» **Goal of the exercise**:
Please give the listing again in its entirety, exactly as written.
Records to process section start
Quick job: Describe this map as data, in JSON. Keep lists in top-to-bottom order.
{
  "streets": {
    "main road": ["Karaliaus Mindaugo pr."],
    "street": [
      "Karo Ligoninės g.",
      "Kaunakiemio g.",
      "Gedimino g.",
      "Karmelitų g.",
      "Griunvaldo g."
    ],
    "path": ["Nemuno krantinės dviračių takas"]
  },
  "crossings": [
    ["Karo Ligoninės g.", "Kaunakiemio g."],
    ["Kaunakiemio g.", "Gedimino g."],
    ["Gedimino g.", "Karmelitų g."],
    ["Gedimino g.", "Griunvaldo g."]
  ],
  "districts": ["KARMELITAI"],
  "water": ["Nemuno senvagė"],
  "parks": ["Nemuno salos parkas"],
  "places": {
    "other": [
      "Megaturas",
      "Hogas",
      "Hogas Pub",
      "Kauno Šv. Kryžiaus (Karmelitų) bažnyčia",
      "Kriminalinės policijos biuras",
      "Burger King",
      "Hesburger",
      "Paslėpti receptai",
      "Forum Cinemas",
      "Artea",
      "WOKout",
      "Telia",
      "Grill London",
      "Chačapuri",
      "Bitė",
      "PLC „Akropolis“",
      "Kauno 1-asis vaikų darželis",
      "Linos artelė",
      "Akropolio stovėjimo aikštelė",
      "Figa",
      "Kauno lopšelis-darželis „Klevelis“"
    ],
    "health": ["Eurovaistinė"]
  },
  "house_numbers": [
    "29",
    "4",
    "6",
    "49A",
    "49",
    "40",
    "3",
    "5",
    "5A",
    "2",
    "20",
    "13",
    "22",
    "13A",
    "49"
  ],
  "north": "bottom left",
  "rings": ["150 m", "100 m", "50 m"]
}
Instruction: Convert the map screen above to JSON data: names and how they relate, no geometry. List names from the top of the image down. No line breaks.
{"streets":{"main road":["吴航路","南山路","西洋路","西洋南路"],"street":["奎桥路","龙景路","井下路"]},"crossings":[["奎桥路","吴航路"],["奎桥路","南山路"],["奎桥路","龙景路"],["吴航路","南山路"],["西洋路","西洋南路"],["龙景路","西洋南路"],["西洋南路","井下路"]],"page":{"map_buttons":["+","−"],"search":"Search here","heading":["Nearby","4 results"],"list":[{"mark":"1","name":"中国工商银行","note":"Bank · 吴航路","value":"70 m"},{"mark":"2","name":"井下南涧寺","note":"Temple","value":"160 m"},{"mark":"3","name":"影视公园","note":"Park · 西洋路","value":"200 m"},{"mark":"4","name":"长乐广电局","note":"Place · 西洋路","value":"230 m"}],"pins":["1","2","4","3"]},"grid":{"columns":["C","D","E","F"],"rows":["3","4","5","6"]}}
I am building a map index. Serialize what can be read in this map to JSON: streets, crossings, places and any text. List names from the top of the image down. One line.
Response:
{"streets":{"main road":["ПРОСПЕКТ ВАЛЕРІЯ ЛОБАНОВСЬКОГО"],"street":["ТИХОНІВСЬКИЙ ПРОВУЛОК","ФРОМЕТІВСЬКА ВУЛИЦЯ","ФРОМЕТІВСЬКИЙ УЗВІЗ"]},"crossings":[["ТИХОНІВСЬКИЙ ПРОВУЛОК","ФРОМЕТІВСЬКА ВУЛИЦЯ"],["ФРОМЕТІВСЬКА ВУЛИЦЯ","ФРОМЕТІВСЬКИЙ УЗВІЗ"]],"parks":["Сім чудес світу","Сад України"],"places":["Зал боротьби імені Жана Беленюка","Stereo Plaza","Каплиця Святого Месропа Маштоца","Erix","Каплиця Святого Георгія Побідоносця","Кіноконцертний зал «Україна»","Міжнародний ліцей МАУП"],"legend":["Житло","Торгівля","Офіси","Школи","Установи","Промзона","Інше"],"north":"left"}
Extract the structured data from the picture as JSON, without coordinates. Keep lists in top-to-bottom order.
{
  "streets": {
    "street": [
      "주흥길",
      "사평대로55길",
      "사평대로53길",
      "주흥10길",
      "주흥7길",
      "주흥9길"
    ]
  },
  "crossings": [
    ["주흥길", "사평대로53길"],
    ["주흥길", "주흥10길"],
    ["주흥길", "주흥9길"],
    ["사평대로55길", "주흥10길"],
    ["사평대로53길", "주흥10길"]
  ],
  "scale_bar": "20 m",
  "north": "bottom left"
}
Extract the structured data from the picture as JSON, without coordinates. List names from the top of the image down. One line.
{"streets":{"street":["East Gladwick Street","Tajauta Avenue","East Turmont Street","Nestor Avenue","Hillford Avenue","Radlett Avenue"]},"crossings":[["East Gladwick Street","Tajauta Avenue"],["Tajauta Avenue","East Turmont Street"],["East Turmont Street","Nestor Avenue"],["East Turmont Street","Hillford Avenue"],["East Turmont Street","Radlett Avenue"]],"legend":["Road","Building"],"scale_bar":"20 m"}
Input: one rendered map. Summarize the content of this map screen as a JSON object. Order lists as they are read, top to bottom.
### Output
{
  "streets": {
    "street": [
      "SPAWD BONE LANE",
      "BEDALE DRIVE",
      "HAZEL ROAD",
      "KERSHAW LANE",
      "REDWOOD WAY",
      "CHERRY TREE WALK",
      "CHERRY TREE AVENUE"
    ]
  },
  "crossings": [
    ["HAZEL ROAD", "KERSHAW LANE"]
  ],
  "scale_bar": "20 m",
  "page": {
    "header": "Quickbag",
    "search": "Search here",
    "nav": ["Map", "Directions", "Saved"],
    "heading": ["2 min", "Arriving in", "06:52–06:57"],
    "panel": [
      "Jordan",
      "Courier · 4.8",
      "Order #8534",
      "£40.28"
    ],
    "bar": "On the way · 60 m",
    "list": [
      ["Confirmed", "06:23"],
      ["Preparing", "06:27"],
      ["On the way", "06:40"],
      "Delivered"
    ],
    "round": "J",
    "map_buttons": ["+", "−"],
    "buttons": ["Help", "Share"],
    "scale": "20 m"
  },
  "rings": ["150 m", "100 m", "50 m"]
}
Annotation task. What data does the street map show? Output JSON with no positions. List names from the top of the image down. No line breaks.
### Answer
Records to process section end
» **Expected answer**:
Quick job: Describe this map as data, in JSON. Keep lists in top-to-bottom order.
{
  "streets": {
    "main road": ["Karaliaus Mindaugo pr."],
    "street": [
      "Karo Ligoninės g.",
      "Kaunakiemio g.",
      "Gedimino g.",
      "Karmelitų g.",
      "Griunvaldo g."
    ],
    "path": ["Nemuno krantinės dviračių takas"]
  },
  "crossings": [
    ["Karo Ligoninės g.", "Kaunakiemio g."],
    ["Kaunakiemio g.", "Gedimino g."],
    ["Gedimino g.", "Karmelitų g."],
    ["Gedimino g.", "Griunvaldo g."]
  ],
  "districts": ["KARMELITAI"],
  "water": ["Nemuno senvagė"],
  "parks": ["Nemuno salos parkas"],
  "places": {
    "other": [
      "Megaturas",
      "Hogas",
      "Hogas Pub",
      "Kauno Šv. Kryžiaus (Karmelitų) bažnyčia",
      "Kriminalinės policijos biuras",
      "Burger King",
      "Hesburger",
      "Paslėpti receptai",
      "Forum Cinemas",
      "Artea",
      "WOKout",
      "Telia",
      "Grill London",
      "Chačapuri",
      "Bitė",
      "PLC „Akropolis“",
      "Kauno 1-asis vaikų darželis",
      "Linos artelė",
      "Akropolio stovėjimo aikštelė",
      "Figa",
      "Kauno lopšelis-darželis „Klevelis“"
    ],
    "health": ["Eurovaistinė"]
  },
  "house_numbers": [
    "29",
    "4",
    "6",
    "49A",
    "49",
    "40",
    "3",
    "5",
    "5A",
    "2",
    "20",
    "13",
    "22",
    "13A",
    "49"
  ],
  "north": "bottom left",
  "rings": ["150 m", "100 m", "50 m"]
}
Instruction: Convert the map screen above to JSON data: names and how they relate, no geometry. List names from the top of the image down. No line breaks.
{"streets":{"main road":["吴航路","南山路","西洋路","西洋南路"],"street":["奎桥路","龙景路","井下路"]},"crossings":[["奎桥路","吴航路"],["奎桥路","南山路"],["奎桥路","龙景路"],["吴航路","南山路"],["西洋路","西洋南路"],["龙景路","西洋南路"],["西洋南路","井下路"]],"page":{"map_buttons":["+","−"],"search":"Search here","heading":["Nearby","4 results"],"list":[{"mark":"1","name":"中国工商银行","note":"Bank · 吴航路","value":"70 m"},{"mark":"2","name":"井下南涧寺","note":"Temple","value":"160 m"},{"mark":"3","name":"影视公园","note":"Park · 西洋路","value":"200 m"},{"mark":"4","name":"长乐广电局","note":"Place · 西洋路","value":"230 m"}],"pins":["1","2","4","3"]},"grid":{"columns":["C","D","E","F"],"rows":["3","4","5","6"]}}
I am building a map index. Serialize what can be read in this map to JSON: streets, crossings, places and any text. List names from the top of the image down. One line.
Response:
{"streets":{"main road":["ПРОСПЕКТ ВАЛЕРІЯ ЛОБАНОВСЬКОГО"],"street":["ТИХОНІВСЬКИЙ ПРОВУЛОК","ФРОМЕТІВСЬКА ВУЛИЦЯ","ФРОМЕТІВСЬКИЙ УЗВІЗ"]},"crossings":[["ТИХОНІВСЬКИЙ ПРОВУЛОК","ФРОМЕТІВСЬКА ВУЛИЦЯ"],["ФРОМЕТІВСЬКА ВУЛИЦЯ","ФРОМЕТІВСЬКИЙ УЗВІЗ"]],"parks":["Сім чудес світу","Сад України"],"places":["Зал боротьби імені Жана Беленюка","Stereo Plaza","Каплиця Святого Месропа Маштоца","Erix","Каплиця Святого Георгія Побідоносця","Кіноконцертний зал «Україна»","Міжнародний ліцей МАУП"],"legend":["Житло","Торгівля","Офіси","Школи","Установи","Промзона","Інше"],"north":"left"}
Extract the structured data from the picture as JSON, without coordinates. Keep lists in top-to-bottom order.
{
  "streets": {
    "street": [
      "주흥길",
      "사평대로55길",
      "사평대로53길",
      "주흥10길",
      "주흥7길",
      "주흥9길"
    ]
  },
  "crossings": [
    ["주흥길", "사평대로53길"],
    ["주흥길", "주흥10길"],
    ["주흥길", "주흥9길"],
    ["사평대로55길", "주흥10길"],
    ["사평대로53길", "주흥10길"]
  ],
  "scale_bar": "20 m",
  "north": "bottom left"
}
Extract the structured data from the picture as JSON, without coordinates. List names from the top of the image down. One line.
{"streets":{"street":["East Gladwick Street","Tajauta Avenue","East Turmont Street","Nestor Avenue","Hillford Avenue","Radlett Avenue"]},"crossings":[["East Gladwick Street","Tajauta Avenue"],["Tajauta Avenue","East Turmont Street"],["East Turmont Street","Nestor Avenue"],["East Turmont Street","Hillford Avenue"],["East Turmont Street","Radlett Avenue"]],"legend":["Road","Building"],"scale_bar":"20 m"}
Input: one rendered map. Summarize the content of this map screen as a JSON object. Order lists as they are read, top to bottom.
### Output
{
  "streets": {
    "street": [
      "SPAWD BONE LANE",
      "BEDALE DRIVE",
      "HAZEL ROAD",
      "KERSHAW LANE",
      "REDWOOD WAY",
      "CHERRY TREE WALK",
      "CHERRY TREE AVENUE"
    ]
  },
  "crossings": [
    ["HAZEL ROAD", "KERSHAW LANE"]
  ],
  "scale_bar": "20 m",
  "page": {
    "header": "Quickbag",
    "search": "Search here",
    "nav": ["Map", "Directions", "Saved"],
    "heading": ["2 min", "Arriving in", "06:52–06:57"],
    "panel": [
      "Jordan",
      "Courier · 4.8",
      "Order #8534",
      "£40.28"
    ],
    "bar": "On the way · 60 m",
    "list": [
      ["Confirmed", "06:23"],
      ["Preparing", "06:27"],
      ["On the way", "06:40"],
      "Delivered"
    ],
    "round": "J",
    "map_buttons": ["+", "−"],
    "buttons": ["Help", "Share"],
    "scale": "20 m"
  },
  "rings": ["150 m", "100 m", "50 m"]
}
Annotation task. What data does the street map show? Output JSON with no positions. List names from the top of the image down. No line breaks.
### Answer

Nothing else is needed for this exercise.